Exposure: Der Patient wird (nach Möglichkeit und wenn dringend erforderlich) vollständig entkleidet (im RTW oder KTW), um alle Verletzungen sichtbar zu machen. Gleichzeitig ist ein wirksamer Schutz vor Auskühlung sicherzustellen.

Hinweis: Das ABCDE-Schema strukturiert das gesamte Vorgehen und stellt sicher, dass keine vitalen Bedrohungen übersehen werden.

BASICS

Die BASICS sind grundlegende, lebensrettende Sofortmaßnahmen, die in jeder Einsatzsituation angewendet werden.

Beruhigen: Ein ruhiger, professioneller Umgang und verbale Kommunikation helfen, Angst zu reduzieren und die Mitarbeit des Patienten zu sichern.

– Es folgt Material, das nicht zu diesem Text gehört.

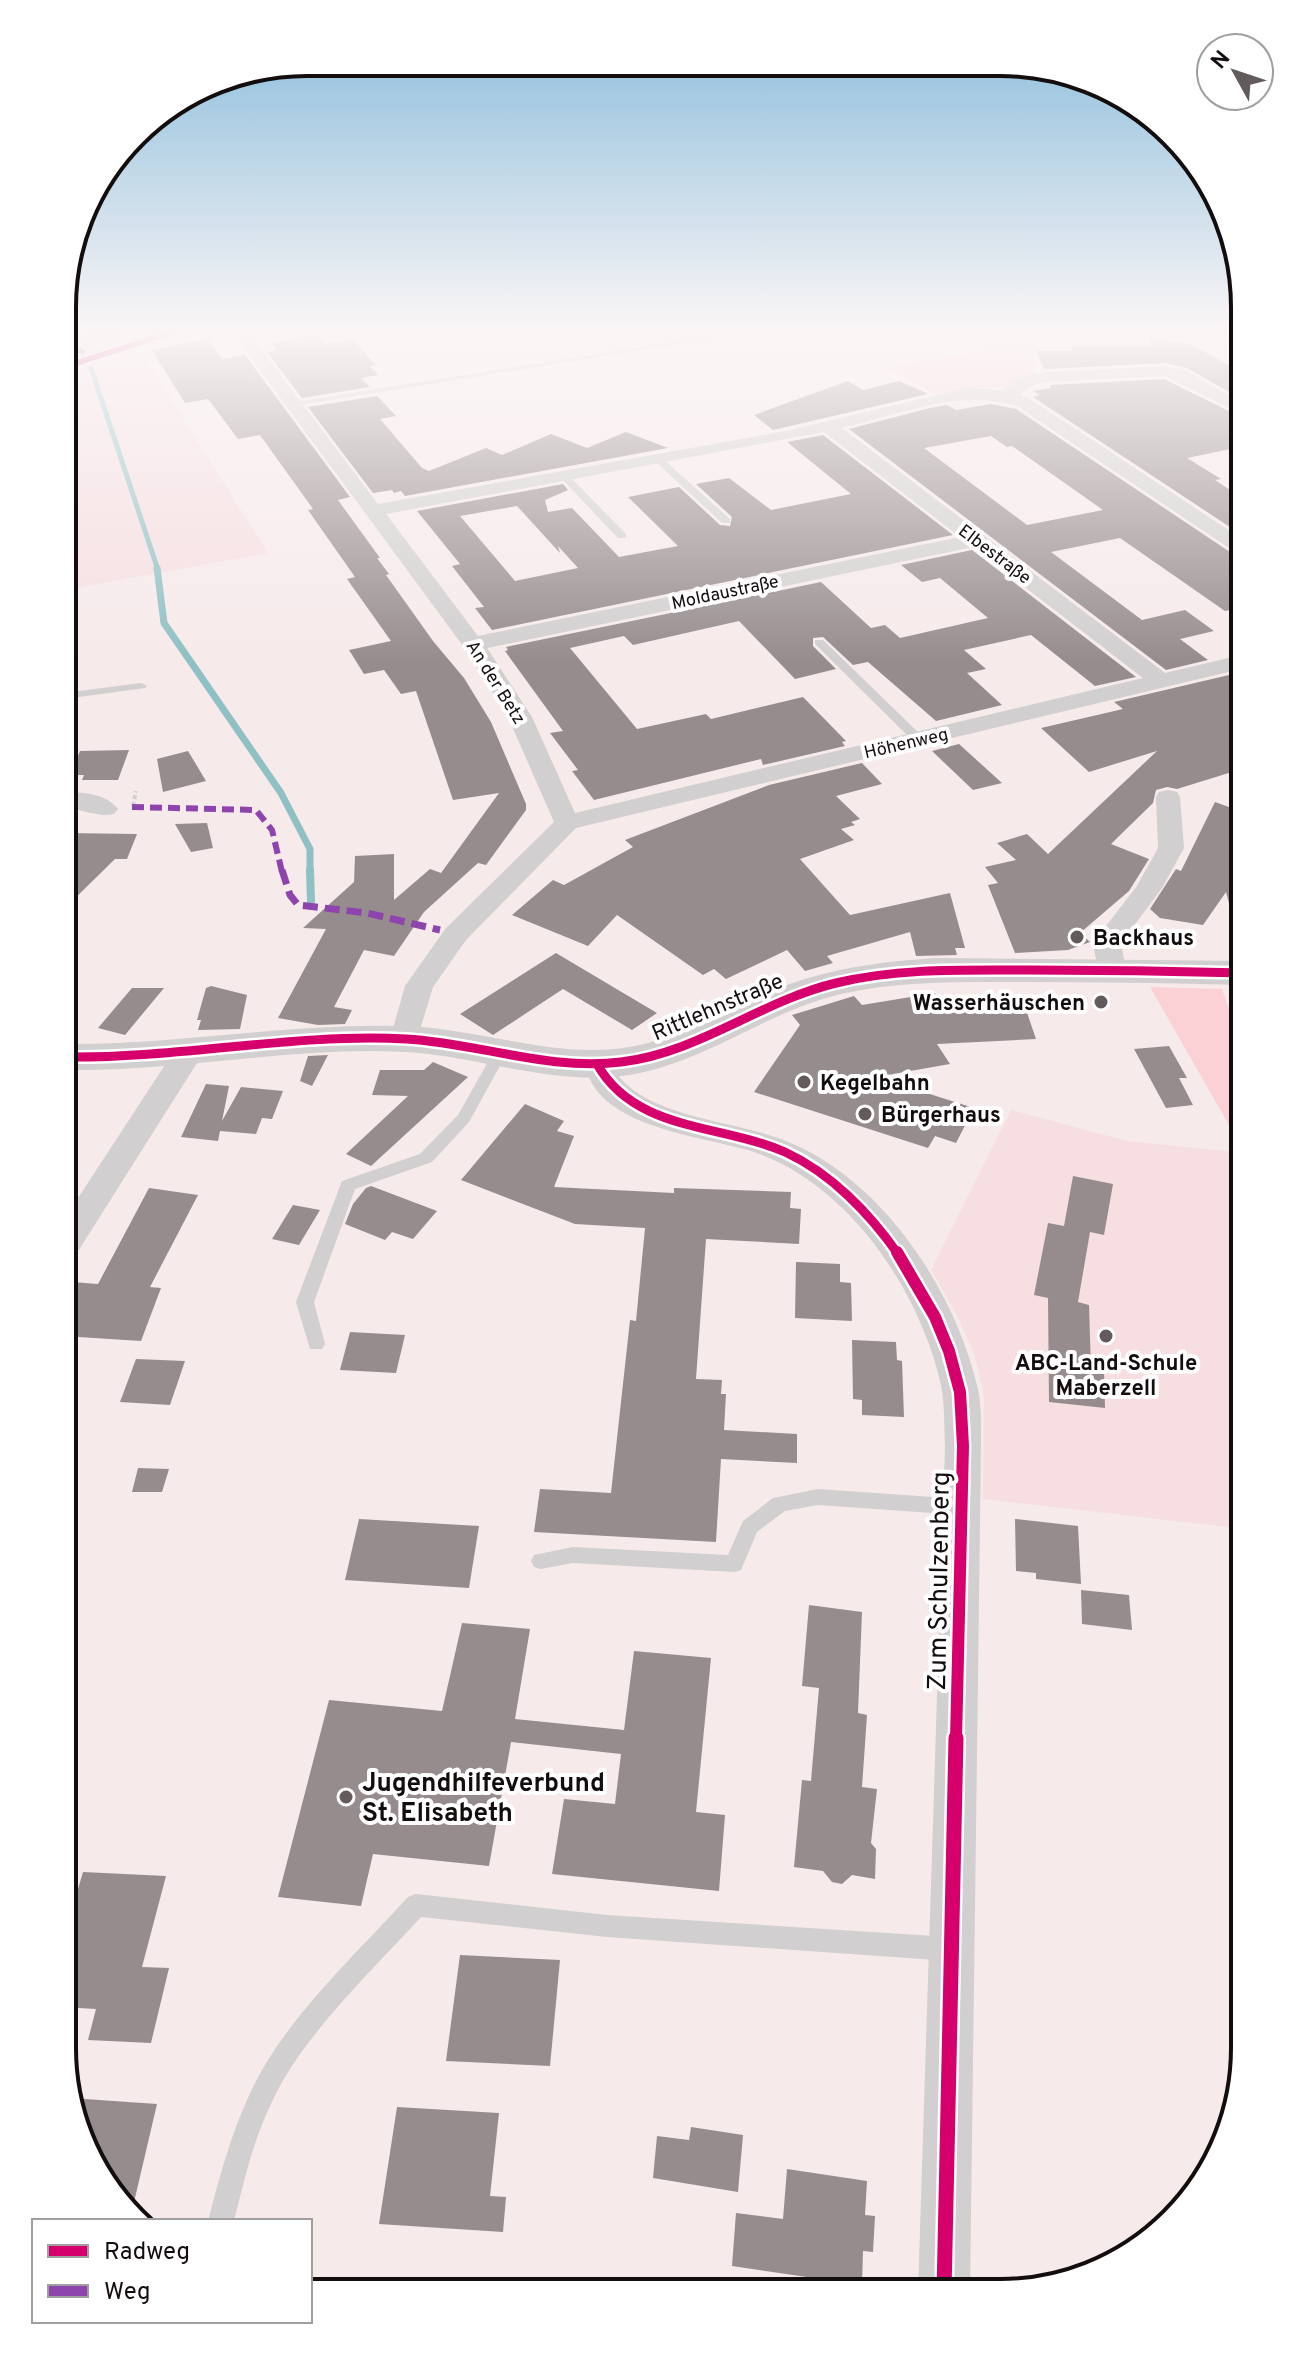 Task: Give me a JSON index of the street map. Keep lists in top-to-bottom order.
{
  "streets": {
    "street": [
      "Elbestraße",
      "Moldaustraße",
      "An der Betz",
      "Höhenweg",
      "Rittlehnstraße",
      "Zum Schulzenberg"
    ]
  },
  "crossings": [
    ["Elbestraße", "Moldaustraße"],
    ["Elbestraße", "Höhenweg"],
    ["Moldaustraße", "An der Betz"],
    ["An der Betz", "Höhenweg"],
    ["Rittlehnstraße", "Zum Schulzenberg"]
  ],
  "places": [
    "Backhaus",
    "Wasserhäuschen",
    "Kegelbahn",
    "Bürgerhaus",
    "ABC-Land-Schule Maberzell",
    "Jugendhilfeverbund St. Elisabeth"
  ],
  "legend": ["Radweg", "Weg"],
  "north": "top left"
}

Atmung optimieren: Maßnahmen zur Verbesserung der Atmung wie Lagerungsmanöver, Sauerstoffgabe oder Beatmungsunterstützung werden je nach Bedarf durchgeführt.

Kreislauf stabilisieren: Volumentherapie, Lagerung und ggf. weitere kreislaufunterstützende Maßnahmen stabilisieren den Kreislauf.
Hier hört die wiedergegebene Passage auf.